## Prompt
Starting with the first line of the data below, copy each line up to and including the one containing "inset:0; background:#c7bebd; transform-origin:0". Pictures stay out.

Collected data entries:
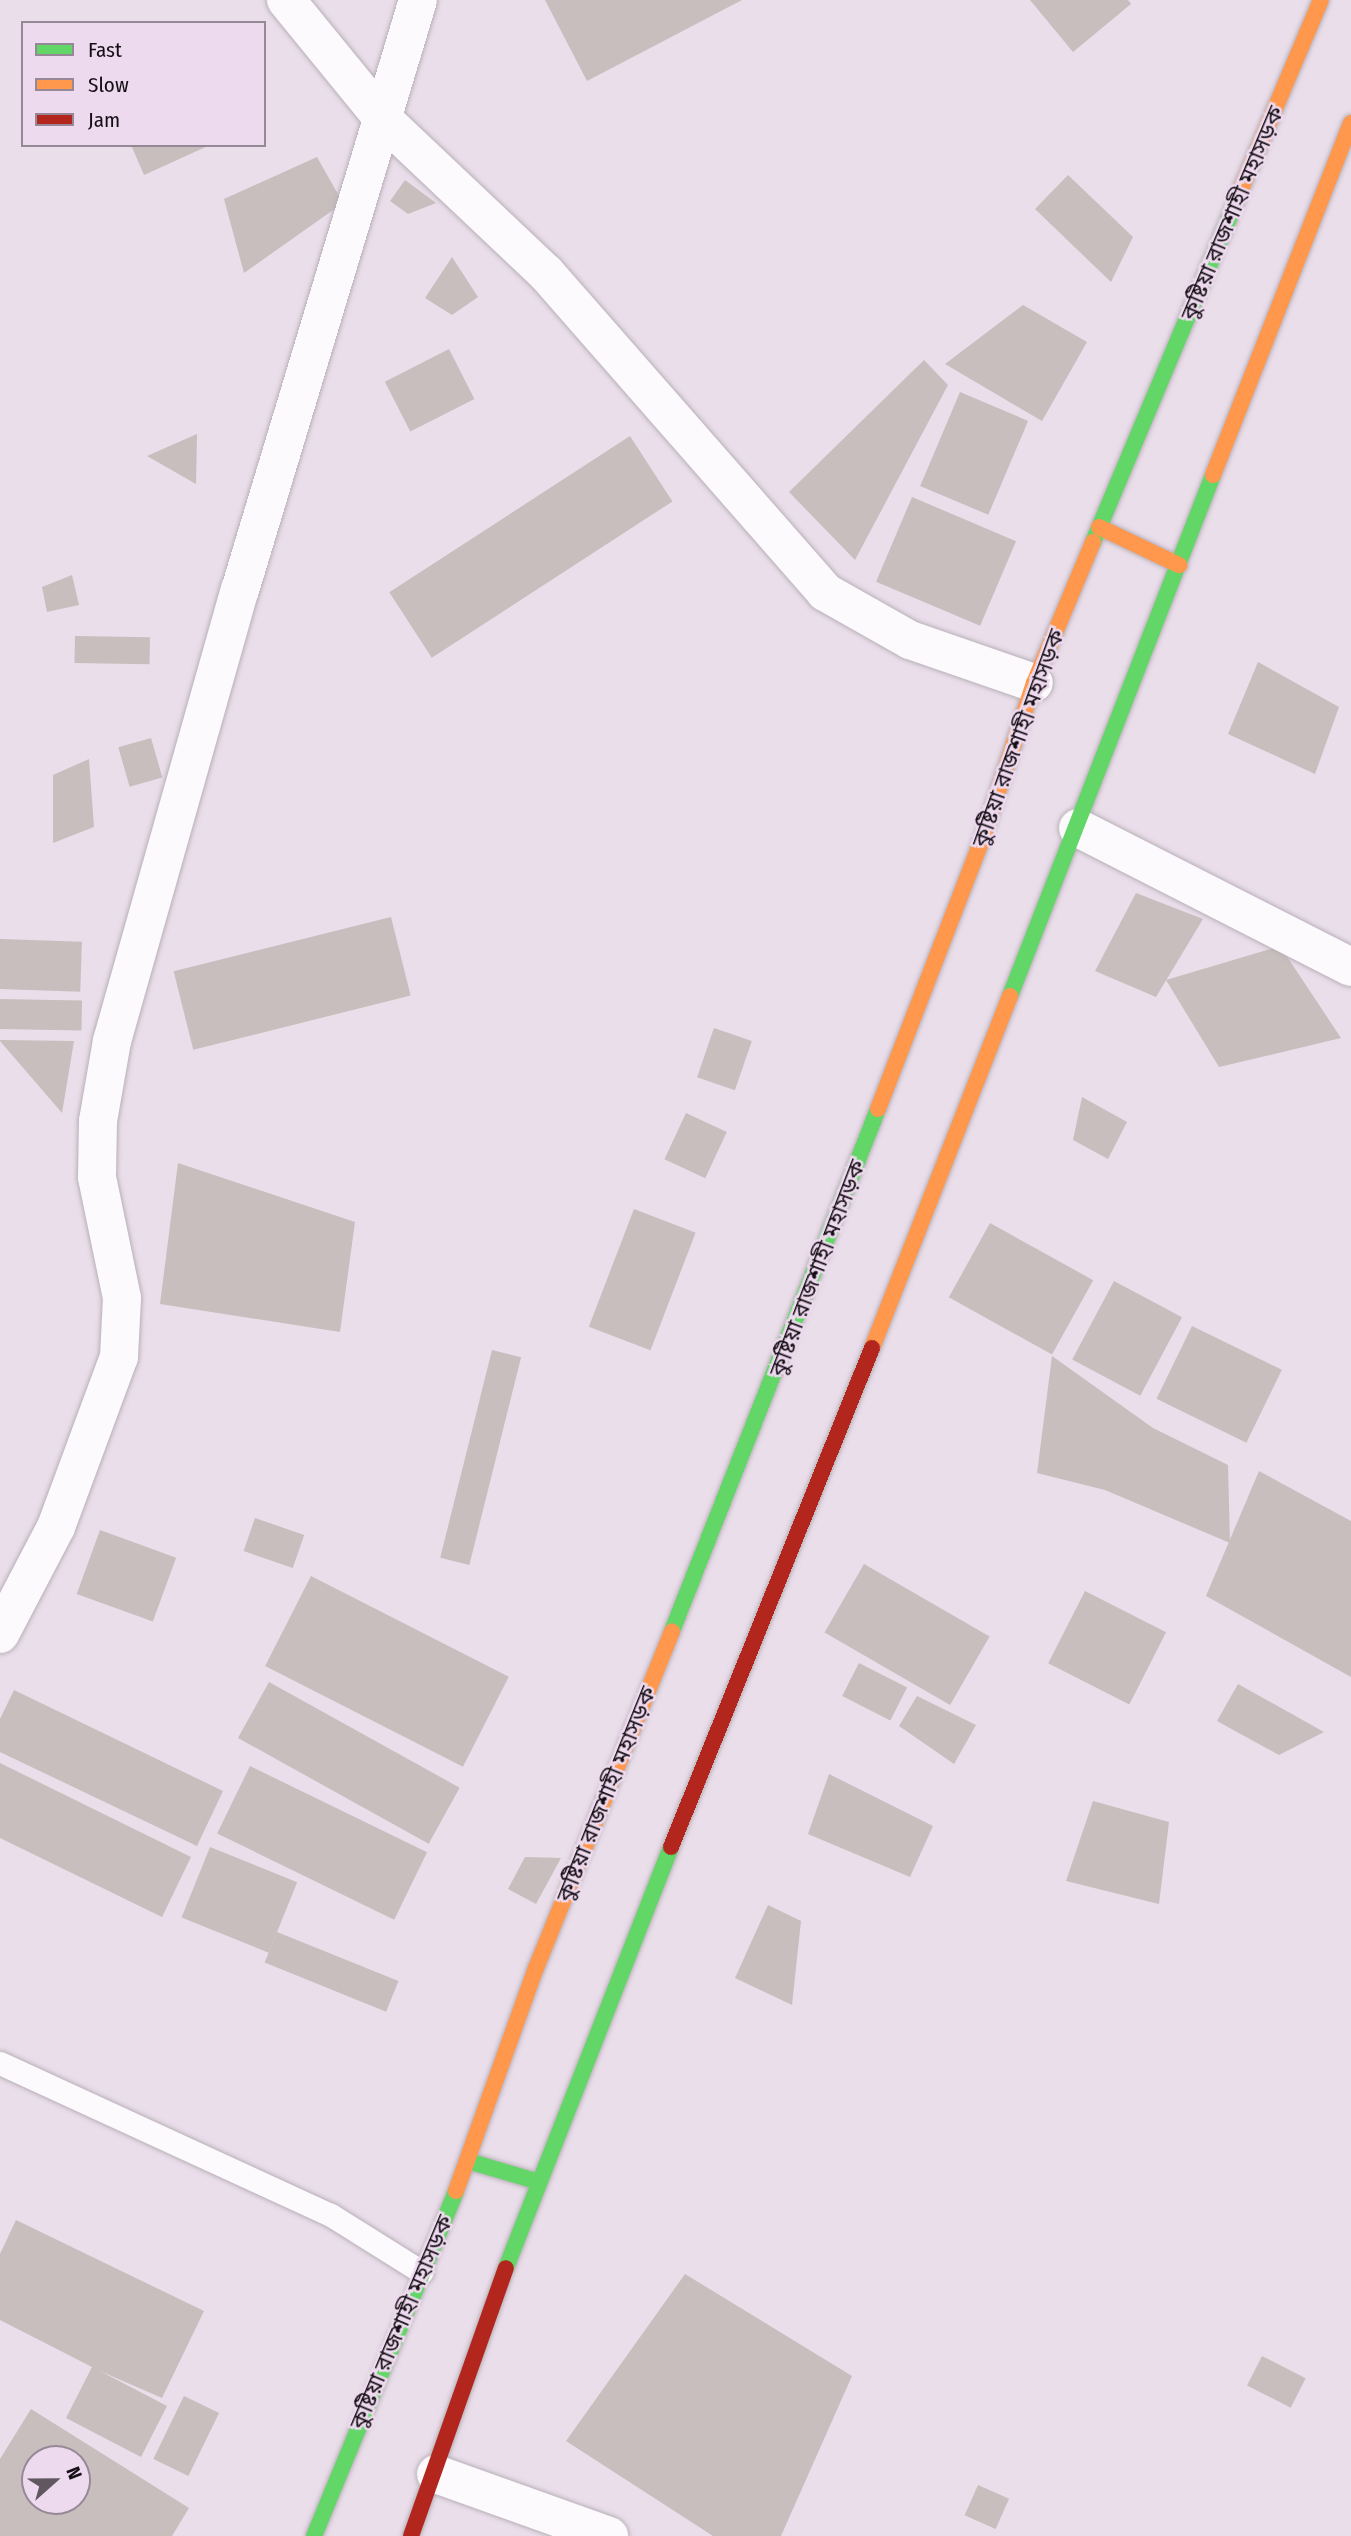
<!DOCTYPE html>
<html>
<head>
<meta charset="utf-8">
<style>
  body { margin:0 }
  #map { position:relative; width:1351px; height:2536px; overflow:hidden; background:#eadeea; font-family:"Fira Sans Condensed","Noto Sans Bengali",sans-serif }
  div>[style] { position:absolute }
  [style*='--x'] { left:calc(var(--x)*1px); top:calc(var(--y)*1px); width:calc(var(--w)*1px); rotate:calc(var(--a)*1deg) }
  .building>* { inset:0; background:#c7bebd; transform-origin:0 0 }
  .roads { filter:drop-shadow(0 0 2px #b8b0b8) drop-shadow(0 0 2px #b8b0b8) }
  .lane>* { height:23px; margin:-11.5px; padding:0 11.5px; transform-origin:11.5px; border-radius:11.5px; background:#fcfafc }
  .street>* { height:38px; margin:-19px; padding:0 19px; transform-origin:19px; border-radius:19px; background:#fcfafc }
  .fast>* { height:16px; margin:-8px; padding:0 8px; transform-origin:8px; border-radius:8px; background:#63d668 }
  .slow>* { height:16px; margin:-8px; padding:0 8px; transform-origin:8px; border-radius:8px; background:#ff974d }
  .jam>* { height:16px; margin:-8px; padding:0 8px; transform-origin:8px; border-radius:8px; background:#b3261e }
  span { translate:-50% -50%; white-space:nowrap; text-align:center; line-height:1.15; -webkit-text-stroke:5px #eedaee; paint-order:stroke }
  .street-label { font-size:23px; color:#150e15 }
  .legend { position:absolute; left:21px; top:21px; width:245px; height:126px; box-sizing:border-box; background:#eedaee; border:2px solid #978897; margin:0; padding:9px 12px; list-style:none; font-size:21px; color:#150e15 }
  .legend li { display:flex; align-items:center; gap:14px; height:35px }
  .legend b { width:35px; border:2px solid #978897 }
  .north { position:absolute; left:21px; top:2445px; width:70px; height:70px; box-sizing:border-box; background:#eedaee; border:2px solid #978897; border-radius:50%; rotate:69deg; font-size:19px; font-weight:700; line-height:28px; text-align:center; color:#150e15 }
  .north::after { content:''; display:block; margin:auto; width:24px; height:32px; background:#605760; clip-path:polygon(50% 0,100% 100%,50% 72%,0 100%) }
</style>
</head>
<body>
<div id="map">
  <div class="building">
    <div style="clip-path:polygon(545px 0,742px 0,587px 81px)"></div>
    <div style="clip-path:polygon(1030px 0,1128px 0,1131px 4px,1073px 52px)"></div>
    <div style="clip-path:polygon(131px 145px,210px 145px,144px 175px)"></div>
    <div style="clip-path:polygon(317px 157px,343px 203px,244px 273px,224px 199px)"></div>
    <div style="clip-path:polygon(1068px 175px,1133px 237px,1111px 282px,1035px 209px)"></div>
    <div style="clip-path:polygon(405px 180px,436px 203px,408px 214px,390px 201px)"></div>
    <div style="clip-path:polygon(452px 257px,478px 297px,452px 315px,425px 298px)"></div>
    <div style="clip-path:polygon(1023px 305px,1087px 342px,1042px 421px,945px 364px)"></div>
    <div style="left:449px;top:349px;width:56px;height:72px;rotate:63deg"></div>
    <div style="clip-path:polygon(924px 360px,948px 385px,855px 560px,789px 492px)"></div>
    <div style="left:960px;top:392px;width:74px;height:102px;rotate:23deg"></div>
    <div style="clip-path:polygon(197px 434px,196px 484px,147px 456px)"></div>
    <div style="left:630px;top:436px;width:78px;height:287px;rotate:57deg"></div>
    <div style="left:912px;top:497px;width:113px;height:92px;rotate:23deg"></div>
    <div style="clip-path:polygon(72px 575px,79px 605px,47px 612px,42px 587px)"></div>
    <div style="left:75px;top:636px;width:75px;height:27px;rotate:1deg"></div>
    <div style="clip-path:polygon(1258px 662px,1339px 707px,1315px 774px,1228px 734px)"></div>
    <div style="left:151px;top:738px;width:41px;height:34px;rotate:74deg"></div>
    <div style="clip-path:polygon(89px 759px,94px 827px,53px 843px,53px 775px)"></div>
    <div style="clip-path:polygon(1136px 893px,1203px 919px,1156px 997px,1095px 971px)"></div>
    <div style="left:391px;top:917px;width:81px;height:224px;rotate:76deg"></div>
    <div style="left:0;top:939px;width:82px;height:50px;rotate:2deg"></div>
    <div style="clip-path:polygon(1280px 946px,1341px 1038px,1219px 1067px,1166px 980px)"></div>
    <div style="left:0;top:999px;width:82px;height:30px;rotate:1deg"></div>
    <div style="left:714px;top:1028px;width:40px;height:52px;rotate:19deg"></div>
    <div style="clip-path:polygon(0 1040px,74px 1041px,62px 1113px,0 1041px)"></div>
    <div style="clip-path:polygon(1082px 1097px,1127px 1122px,1108px 1159px,1073px 1140px)"></div>
    <div style="left:686px;top:1113px;width:45px;height:51px;rotate:25deg"></div>
    <div style="clip-path:polygon(178px 1163px,355px 1222px,340px 1332px,160px 1304px)"></div>
    <div style="left:634px;top:1209px;width:66px;height:126px;rotate:21deg"></div>
    <div style="left:990px;top:1223px;width:118px;height:85px;rotate:29deg"></div>
    <div style="left:1114px;top:1281px;width:77px;height:89px;rotate:28deg"></div>
    <div style="left:1192px;top:1326px;width:100px;height:81px;rotate:26deg"></div>
    <div style="left:492px;top:1350px;width:30px;height:214px;rotate:14deg"></div>
    <div style="clip-path:polygon(1052px 1356px,1153px 1428px,1228px 1465px,1230px 1543px,1105px 1490px,1037px 1473px)"></div>
    <div style="clip-path:polygon(1259px 1471px,1351px 1521px,1351px 1677px,1206px 1596px)"></div>
    <div style="left:255px;top:1518px;width:52px;height:35px;rotate:19deg"></div>
    <div style="left:100px;top:1530px;width:81px;height:68px;rotate:20deg"></div>
    <div style="left:864px;top:1564px;width:145px;height:79px;rotate:30deg"></div>
    <div style="left:311px;top:1576px;width:222px;height:101px;rotate:27deg"></div>
    <div style="left:1085px;top:1591px;width:91px;height:81px;rotate:27deg"></div>
    <div style="left:859px;top:1663px;width:54px;height:37px;rotate:27deg"></div>
    <div style="left:269px;top:1682px;width:218px;height:64px;rotate:29deg"></div>
    <div style="clip-path:polygon(1238px 1684px,1324px 1732px,1279px 1755px,1217px 1721px)"></div>
    <div style="clip-path:polygon(14px 1690px,223px 1791px,197px 1846px,0 1752px,0 1719px)"></div>
    <div style="clip-path:polygon(917px 1696px,976px 1725px,954px 1764px,899px 1726px)"></div>
    <div style="clip-path:polygon(0 1763px,191px 1857px,162px 1917px,0 1838px)"></div>
    <div style="left:250px;top:1766px;width:197px;height:75px;rotate:26deg"></div>
    <div style="clip-path:polygon(829px 1774px,933px 1826px,910px 1877px,808px 1834px)"></div>
    <div style="clip-path:polygon(1093px 1801px,1169px 1822px,1159px 1904px,1066px 1881px)"></div>
    <div style="left:210px;top:1847px;width:94px;height:76px;rotate:22deg"></div>
    <div style="clip-path:polygon(525px 1857px,561px 1858px,536px 1904px,508px 1889px)"></div>
    <div style="clip-path:polygon(768px 1905px,801px 1921px,792px 2005px,735px 1978px)"></div>
    <div style="left:277px;top:1932px;width:131px;height:33px;rotate:22deg"></div>
    <div style="clip-path:polygon(16px 2220px,204px 2311px,162px 2398px,100px 2371px,167px 2406px,141px 2457px,66px 2418px,92px 2367px,0 2320px,0 2254px)"></div>
    <div style="clip-path:polygon(685px 2274px,852px 2376px,781px 2536px,713px 2536px,566px 2441px)"></div>
    <div style="left:1262px;top:2356px;width:49px;height:33px;rotate:27deg"></div>
    <div style="left:184px;top:2396px;width:39px;height:70px;rotate:26deg"></div>
    <div style="clip-path:polygon(evenodd,31px 2409px,189px 2508px,172px 2536px,0 2536px,0 2459px,31px 2409px,35px 2459px,77px 2459px,77px 2501px,35px 2501px,35px 2459px)"></div>
    <div style="left:978px;top:2485px;width:34px;height:33px;rotate:24deg"></div>
  </div>
  <div class="roads">
    <div class="lane">
      <div style="--x:0;--y:2063;--w:364;--a:24.7"></div>
      <div style="--x:331;--y:2215;--w:107;--a:32.1"></div>
    </div>
    <div class="street">
      <div style="--x:286;--y:0;--w:154;--a:50.8"></div>
      <div style="--x:383;--y:119;--w:224;--a:43.4"></div>
      <div style="--x:546;--y:273;--w:424;--a:48.8"></div>
      <div style="--x:825;--y:592;--w:98;--a:29.5"></div>
      <div style="--x:910;--y:640;--w:131;--a:19.1"></div>
      <div style="--x:1078;--y:828;--w:306;--a:27"></div>
      <div style="--x:0;--y:1634;--w:121;--a:-62.4"></div>
      <div style="--x:56;--y:1527;--w:181;--a:-69.7"></div>
      <div style="--x:119;--y:1357;--w:59;--a:-87.1"></div>
      <div style="--x:122;--y:1298;--w:124;--a:-101.7"></div>
      <div style="--x:97;--y:1177;--w:56;--a:-89"></div>
      <div style="--x:98;--y:1121;--w:81;--a:-80.1"></div>
      <div style="--x:112;--y:1041;--w:469;--a:-74.2"></div>
      <div style="--x:240;--y:590;--w:616;--a:-73.21"></div>
      <div style="--x:436;--y:2474;--w:184;--a:19.7"></div>
    </div>
    <div class="fast">
      <div style="--x:1093;--y:542;--w:370;--a:-67.2"></div>
      <div style="--x:1010;--y:996;--w:559;--a:-68.71"></div>
      <div style="--x:672;--y:1631;--w:561;--a:-68.46"></div>
      <div style="--x:468;--y:2161;--w:71;--a:16.4"></div>
      <div style="--x:506;--y:2268;--w:452;--a:-68.6"></div>
      <div style="--x:314;--y:2536;--w:373;--a:-67.6"></div>
    </div>
    <div class="slow">
      <div style="--x:1236;--y:201;--w:218;--a:-67.1"></div>
      <div style="--x:1213;--y:475;--w:378;--a:-68.6"></div>
      <div style="--x:1099;--y:527;--w:89;--a:25.4"></div>
      <div style="--x:878;--y:1109;--w:288;--a:-68.9"></div>
      <div style="--x:982;--y:840;--w:165;--a:-71.7"></div>
      <div style="--x:1034;--y:683;--w:153;--a:-67.3"></div>
      <div style="--x:872;--y:1348;--w:378;--a:-68.6"></div>
      <div style="--x:456;--y:2191;--w:237;--a:-70.3"></div>
      <div style="--x:536;--y:1968;--w:363;--a:-68"></div>
    </div>
    <div class="jam">
      <div style="--x:671;--y:1847;--w:538;--a:-68.06"></div>
      <div style="--x:411;--y:2536;--w:284;--a:-70.5"></div>
    </div>
  </div>
  <div class="street-label">
    <span style="left:1232px;top:213px;rotate:-67deg">কুষ্টিয়া রাজশাহী মহাসড়ক</span>
    <span style="left:1018px;top:738px;rotate:-70deg">কুষ্টিয়া রাজশাহী মহাসড়ক</span>
    <span style="left:817px;top:1268px;rotate:-69deg">কুষ্টিয়া রাজশাহী মহাসড়ক</span>
    <span style="left:606px;top:1794px;rotate:-68deg">কুষ্টিয়া রাজশাহী মহাসড়ক</span>
    <span style="left:401px;top:2322px;rotate:-67deg">কুষ্টিয়া রাজশাহী মহাসড়ক</span>
  </div>
  <ul class="legend">
  <li><b style="height:9px;background:#63d668"></b>Fast</li>
  <li><b style="height:9px;background:#ff974d"></b>Slow</li>
  <li><b style="height:9px;background:#b3261e"></b>Jam</li>
  </ul>
  <div class="north">N</div>
</div>
</body>
</html>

## Your solution
<!DOCTYPE html>
<html>
<head>
<meta charset="utf-8">
<style>
  body { margin:0 }
  #map { position:relative; width:1351px; height:2536px; overflow:hidden; background:#eadeea; font-family:"Fira Sans Condensed","Noto Sans Bengali",sans-serif }
  div>[style] { position:absolute }
  [style*='--x'] { left:calc(var(--x)*1px); top:calc(var(--y)*1px); width:calc(var(--w)*1px); rotate:calc(var(--a)*1deg) }
  .building>* { inset:0; background:#c7bebd; transform-origin:0 0 }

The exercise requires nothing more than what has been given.